Gather all lines from the material that contain the word "halo".

-------- Given information --------

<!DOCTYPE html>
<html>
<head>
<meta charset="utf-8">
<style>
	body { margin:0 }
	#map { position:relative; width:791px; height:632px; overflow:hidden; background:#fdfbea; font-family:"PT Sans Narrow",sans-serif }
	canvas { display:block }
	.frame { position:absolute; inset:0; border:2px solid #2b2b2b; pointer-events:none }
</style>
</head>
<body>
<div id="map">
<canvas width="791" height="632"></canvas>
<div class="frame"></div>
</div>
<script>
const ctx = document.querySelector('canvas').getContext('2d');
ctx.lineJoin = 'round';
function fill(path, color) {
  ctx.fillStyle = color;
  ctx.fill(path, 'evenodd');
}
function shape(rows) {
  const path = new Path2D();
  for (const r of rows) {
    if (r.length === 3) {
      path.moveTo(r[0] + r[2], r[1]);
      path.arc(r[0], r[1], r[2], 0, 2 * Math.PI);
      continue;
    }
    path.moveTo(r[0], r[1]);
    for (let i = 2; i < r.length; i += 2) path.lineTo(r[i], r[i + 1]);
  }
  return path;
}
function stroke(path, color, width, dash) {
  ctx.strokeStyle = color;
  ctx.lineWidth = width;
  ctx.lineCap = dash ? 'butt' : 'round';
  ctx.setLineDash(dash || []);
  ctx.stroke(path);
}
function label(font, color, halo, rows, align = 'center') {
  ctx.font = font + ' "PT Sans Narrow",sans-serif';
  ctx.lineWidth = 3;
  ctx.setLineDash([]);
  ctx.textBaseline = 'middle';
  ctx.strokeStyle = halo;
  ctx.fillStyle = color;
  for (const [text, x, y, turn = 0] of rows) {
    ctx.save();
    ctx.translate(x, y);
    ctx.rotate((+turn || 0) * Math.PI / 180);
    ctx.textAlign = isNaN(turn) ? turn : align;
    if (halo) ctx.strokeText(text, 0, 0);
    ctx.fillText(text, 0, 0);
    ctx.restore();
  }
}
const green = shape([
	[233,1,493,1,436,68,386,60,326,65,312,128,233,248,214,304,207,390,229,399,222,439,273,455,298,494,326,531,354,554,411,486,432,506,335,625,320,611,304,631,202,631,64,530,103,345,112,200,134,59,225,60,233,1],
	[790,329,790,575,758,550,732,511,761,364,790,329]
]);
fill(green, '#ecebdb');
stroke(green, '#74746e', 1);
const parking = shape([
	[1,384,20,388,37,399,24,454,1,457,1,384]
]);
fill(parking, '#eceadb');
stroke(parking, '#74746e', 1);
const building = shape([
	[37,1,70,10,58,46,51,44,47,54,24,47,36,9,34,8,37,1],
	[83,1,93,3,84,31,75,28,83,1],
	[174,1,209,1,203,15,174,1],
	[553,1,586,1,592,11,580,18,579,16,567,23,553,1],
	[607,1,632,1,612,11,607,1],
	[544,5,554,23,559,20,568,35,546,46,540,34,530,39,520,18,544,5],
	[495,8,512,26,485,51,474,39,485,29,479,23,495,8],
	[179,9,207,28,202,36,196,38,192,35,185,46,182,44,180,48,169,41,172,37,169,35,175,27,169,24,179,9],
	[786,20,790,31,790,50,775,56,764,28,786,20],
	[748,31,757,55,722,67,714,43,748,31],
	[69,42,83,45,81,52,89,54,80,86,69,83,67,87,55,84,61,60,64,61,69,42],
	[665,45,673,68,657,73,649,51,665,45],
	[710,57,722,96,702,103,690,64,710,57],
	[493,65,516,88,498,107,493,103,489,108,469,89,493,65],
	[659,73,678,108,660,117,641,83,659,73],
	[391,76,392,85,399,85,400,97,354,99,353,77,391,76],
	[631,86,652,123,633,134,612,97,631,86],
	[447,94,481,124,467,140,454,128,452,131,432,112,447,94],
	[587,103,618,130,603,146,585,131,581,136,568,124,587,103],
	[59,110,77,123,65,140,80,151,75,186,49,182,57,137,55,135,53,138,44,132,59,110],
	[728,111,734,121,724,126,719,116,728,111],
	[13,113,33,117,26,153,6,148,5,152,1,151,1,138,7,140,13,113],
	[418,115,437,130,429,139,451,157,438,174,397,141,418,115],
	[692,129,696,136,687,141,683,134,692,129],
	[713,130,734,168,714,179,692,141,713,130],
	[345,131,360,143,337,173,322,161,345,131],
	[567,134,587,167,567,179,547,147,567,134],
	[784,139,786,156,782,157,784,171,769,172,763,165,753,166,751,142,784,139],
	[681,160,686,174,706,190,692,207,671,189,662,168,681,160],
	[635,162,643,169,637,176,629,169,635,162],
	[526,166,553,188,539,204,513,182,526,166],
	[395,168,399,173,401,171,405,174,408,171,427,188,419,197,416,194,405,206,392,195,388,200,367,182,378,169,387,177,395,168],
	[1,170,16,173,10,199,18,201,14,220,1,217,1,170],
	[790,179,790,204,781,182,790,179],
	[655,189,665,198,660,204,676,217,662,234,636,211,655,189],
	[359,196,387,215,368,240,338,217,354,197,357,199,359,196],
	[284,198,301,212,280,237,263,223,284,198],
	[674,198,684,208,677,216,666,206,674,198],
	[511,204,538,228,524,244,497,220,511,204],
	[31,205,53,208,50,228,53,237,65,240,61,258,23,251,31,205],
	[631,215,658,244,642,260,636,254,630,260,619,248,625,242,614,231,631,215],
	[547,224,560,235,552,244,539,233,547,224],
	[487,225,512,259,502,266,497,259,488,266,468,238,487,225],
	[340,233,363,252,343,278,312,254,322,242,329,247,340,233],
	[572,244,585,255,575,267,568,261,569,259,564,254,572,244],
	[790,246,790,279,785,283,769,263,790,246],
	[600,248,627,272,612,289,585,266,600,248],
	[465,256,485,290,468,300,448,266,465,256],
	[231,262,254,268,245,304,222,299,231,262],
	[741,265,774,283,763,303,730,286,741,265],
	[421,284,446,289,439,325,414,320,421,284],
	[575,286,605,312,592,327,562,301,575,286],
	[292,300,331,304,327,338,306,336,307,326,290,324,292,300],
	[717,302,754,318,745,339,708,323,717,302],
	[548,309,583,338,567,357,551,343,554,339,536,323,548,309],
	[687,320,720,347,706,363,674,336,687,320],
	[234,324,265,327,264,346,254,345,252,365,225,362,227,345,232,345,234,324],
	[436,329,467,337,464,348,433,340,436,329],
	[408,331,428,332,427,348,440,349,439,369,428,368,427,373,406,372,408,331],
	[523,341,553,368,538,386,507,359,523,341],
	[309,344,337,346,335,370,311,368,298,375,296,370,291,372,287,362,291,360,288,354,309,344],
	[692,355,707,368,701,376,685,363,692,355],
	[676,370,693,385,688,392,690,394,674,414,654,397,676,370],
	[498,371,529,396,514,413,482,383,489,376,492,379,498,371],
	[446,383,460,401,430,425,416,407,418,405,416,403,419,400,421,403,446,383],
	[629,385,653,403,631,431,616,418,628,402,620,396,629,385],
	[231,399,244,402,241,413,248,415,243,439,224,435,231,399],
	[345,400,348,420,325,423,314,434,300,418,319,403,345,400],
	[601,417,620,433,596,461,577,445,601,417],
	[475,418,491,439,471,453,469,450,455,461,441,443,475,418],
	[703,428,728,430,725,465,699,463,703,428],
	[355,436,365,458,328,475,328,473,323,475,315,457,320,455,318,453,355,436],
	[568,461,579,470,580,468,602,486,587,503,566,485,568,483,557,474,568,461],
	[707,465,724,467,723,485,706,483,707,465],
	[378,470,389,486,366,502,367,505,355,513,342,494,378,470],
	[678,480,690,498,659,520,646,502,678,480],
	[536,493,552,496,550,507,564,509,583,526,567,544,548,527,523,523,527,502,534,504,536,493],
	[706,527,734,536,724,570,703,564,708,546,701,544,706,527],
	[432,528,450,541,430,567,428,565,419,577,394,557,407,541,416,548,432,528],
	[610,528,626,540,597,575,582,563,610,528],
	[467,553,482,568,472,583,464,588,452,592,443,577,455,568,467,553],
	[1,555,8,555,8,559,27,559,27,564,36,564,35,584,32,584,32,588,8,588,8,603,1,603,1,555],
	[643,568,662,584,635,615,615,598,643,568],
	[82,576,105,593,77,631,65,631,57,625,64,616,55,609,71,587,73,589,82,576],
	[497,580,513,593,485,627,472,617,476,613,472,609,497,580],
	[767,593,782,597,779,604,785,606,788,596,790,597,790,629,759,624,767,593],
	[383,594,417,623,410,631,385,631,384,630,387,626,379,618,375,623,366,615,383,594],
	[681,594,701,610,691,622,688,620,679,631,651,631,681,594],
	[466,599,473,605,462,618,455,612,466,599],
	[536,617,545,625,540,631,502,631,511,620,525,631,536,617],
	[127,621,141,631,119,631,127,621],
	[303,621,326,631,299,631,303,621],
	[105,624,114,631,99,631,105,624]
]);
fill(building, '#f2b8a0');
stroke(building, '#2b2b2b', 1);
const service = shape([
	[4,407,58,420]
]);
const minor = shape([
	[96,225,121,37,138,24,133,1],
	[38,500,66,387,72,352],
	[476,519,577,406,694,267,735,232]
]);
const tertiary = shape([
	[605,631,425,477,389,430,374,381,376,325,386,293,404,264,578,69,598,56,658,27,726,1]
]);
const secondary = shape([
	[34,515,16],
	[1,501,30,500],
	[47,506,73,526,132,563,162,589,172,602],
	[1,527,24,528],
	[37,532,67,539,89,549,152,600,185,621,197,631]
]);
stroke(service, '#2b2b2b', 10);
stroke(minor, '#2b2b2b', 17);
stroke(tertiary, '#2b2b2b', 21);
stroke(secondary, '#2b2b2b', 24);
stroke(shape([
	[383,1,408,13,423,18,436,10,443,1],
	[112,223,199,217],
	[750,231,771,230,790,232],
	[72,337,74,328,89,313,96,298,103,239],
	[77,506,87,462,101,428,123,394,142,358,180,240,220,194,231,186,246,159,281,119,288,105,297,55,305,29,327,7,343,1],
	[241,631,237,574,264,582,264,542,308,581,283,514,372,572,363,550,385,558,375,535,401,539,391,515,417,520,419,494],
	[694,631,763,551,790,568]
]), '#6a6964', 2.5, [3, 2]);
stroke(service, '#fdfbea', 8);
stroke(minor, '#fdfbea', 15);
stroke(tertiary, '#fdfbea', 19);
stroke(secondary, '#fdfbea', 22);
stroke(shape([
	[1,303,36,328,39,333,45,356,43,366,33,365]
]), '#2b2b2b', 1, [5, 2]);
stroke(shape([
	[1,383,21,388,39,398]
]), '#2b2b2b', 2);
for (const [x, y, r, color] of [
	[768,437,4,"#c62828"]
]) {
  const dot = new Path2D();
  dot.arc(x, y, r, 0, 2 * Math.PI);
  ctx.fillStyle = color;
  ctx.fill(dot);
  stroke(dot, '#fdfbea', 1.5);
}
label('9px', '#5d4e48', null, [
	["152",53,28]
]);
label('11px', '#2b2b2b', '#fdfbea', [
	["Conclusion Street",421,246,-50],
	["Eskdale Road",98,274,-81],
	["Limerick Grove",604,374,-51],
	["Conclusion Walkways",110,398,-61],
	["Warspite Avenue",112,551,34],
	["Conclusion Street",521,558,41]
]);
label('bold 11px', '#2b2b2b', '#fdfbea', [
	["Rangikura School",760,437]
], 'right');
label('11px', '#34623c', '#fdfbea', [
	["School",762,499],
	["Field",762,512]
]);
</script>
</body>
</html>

--------

Answer area.
function label(font, color, halo, rows, align = 'center') {
  ctx.strokeStyle = halo;
    if (halo) ctx.strokeText(text, 0, 0);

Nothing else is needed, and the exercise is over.